Despite this, Malala continued speaking at events in support of education and peace, and continued to gain national and international attention, including winning Pakistan's National Peace Prize—a brand new award for which Malala was the first recipient ever. But as we now know, this stubborn refusal to be silenced would come at great cost to her.
On Tuesday, October 9th, 2012, Malala was shot in the head by a young Taliban gunman as she rode the school bus home. This chapter, in contrast to the terrible event it recounts, is probably the best written in the book. Malala describes every minute detail of the moments leading up to the assassination attempt: the sounds from the shops along the road, the smell of the air, and then the sudden, ominous absence of people in the street. The style here precisely communicates the feeling of a memory of a terrible event: the way time seems to slow leading up to it, and how vividly we recall the mundane circumstances and sensations it becomes associated with. Even though this is the part of Malala's story that everyone already knows, it's pulse-quickening to read in her own words, and at this point the book becomes very hard to put down.

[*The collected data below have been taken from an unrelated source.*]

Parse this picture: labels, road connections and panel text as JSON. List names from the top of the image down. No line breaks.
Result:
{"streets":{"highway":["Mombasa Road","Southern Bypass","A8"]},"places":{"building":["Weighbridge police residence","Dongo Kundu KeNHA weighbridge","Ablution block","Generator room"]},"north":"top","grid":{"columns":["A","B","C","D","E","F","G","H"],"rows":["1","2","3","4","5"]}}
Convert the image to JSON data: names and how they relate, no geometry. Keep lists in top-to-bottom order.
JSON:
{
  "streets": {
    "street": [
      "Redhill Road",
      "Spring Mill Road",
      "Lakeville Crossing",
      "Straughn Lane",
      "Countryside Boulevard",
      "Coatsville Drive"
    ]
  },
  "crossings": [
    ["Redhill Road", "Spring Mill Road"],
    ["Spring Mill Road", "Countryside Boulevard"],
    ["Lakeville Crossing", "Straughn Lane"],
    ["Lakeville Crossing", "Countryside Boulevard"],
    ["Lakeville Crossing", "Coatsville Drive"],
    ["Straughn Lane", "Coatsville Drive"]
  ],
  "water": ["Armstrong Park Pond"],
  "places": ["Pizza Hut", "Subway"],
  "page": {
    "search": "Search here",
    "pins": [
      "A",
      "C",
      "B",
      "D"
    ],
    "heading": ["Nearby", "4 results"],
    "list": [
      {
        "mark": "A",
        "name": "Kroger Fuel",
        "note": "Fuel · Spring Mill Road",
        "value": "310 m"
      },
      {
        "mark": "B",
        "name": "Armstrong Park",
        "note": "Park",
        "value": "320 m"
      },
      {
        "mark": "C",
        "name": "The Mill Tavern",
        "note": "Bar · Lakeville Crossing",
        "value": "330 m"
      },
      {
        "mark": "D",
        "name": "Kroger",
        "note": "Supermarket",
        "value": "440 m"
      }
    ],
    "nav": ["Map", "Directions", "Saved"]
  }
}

The rest of the book, which comprises about a fifth of its total length, describes Malala's treatment and recovery, and briefly illustrates her new life in Birmingham, England. Living in England has given Malala the opportunity to return to school, and to continue to speak in support of education for children, without being in constant danger. Nevertheless, she misses her home in Swat, and already has aspirations to return to Pakistan:
I know I will go back to Pakistan, but whenever I tell my father I want to go home, he finds excuses. "No, [dear one], your treatment is not complete," he says, or, "These schools are good. You should stay here and gather knowledge so you can use your words powerfully."
He is right. I want to learn and be trained well with the weapon of knowledge. Then I will be able to fight more effectively for my cause.
Here again, though, I wish I Am Malala provided more detail. Malala's cause is clear, as is her fearless determination in pursuit of it. Still only seventeen years old, she already has the recognition and support of the international community, and a non-profit foundation in her name working towards her dream of safe, free education for all children. But achieving this will be no easy task, and I wish the book provided a more complete picture of Malala's vision. Besides the overt threat of terrorist groups such as the Taliban, Malala and her foundation will have to contend with poverty, war, cultural impediments to learning, suspicion of the West and its influence, and innumerble other challenges. She has a long fight ahead of her. What is her plan?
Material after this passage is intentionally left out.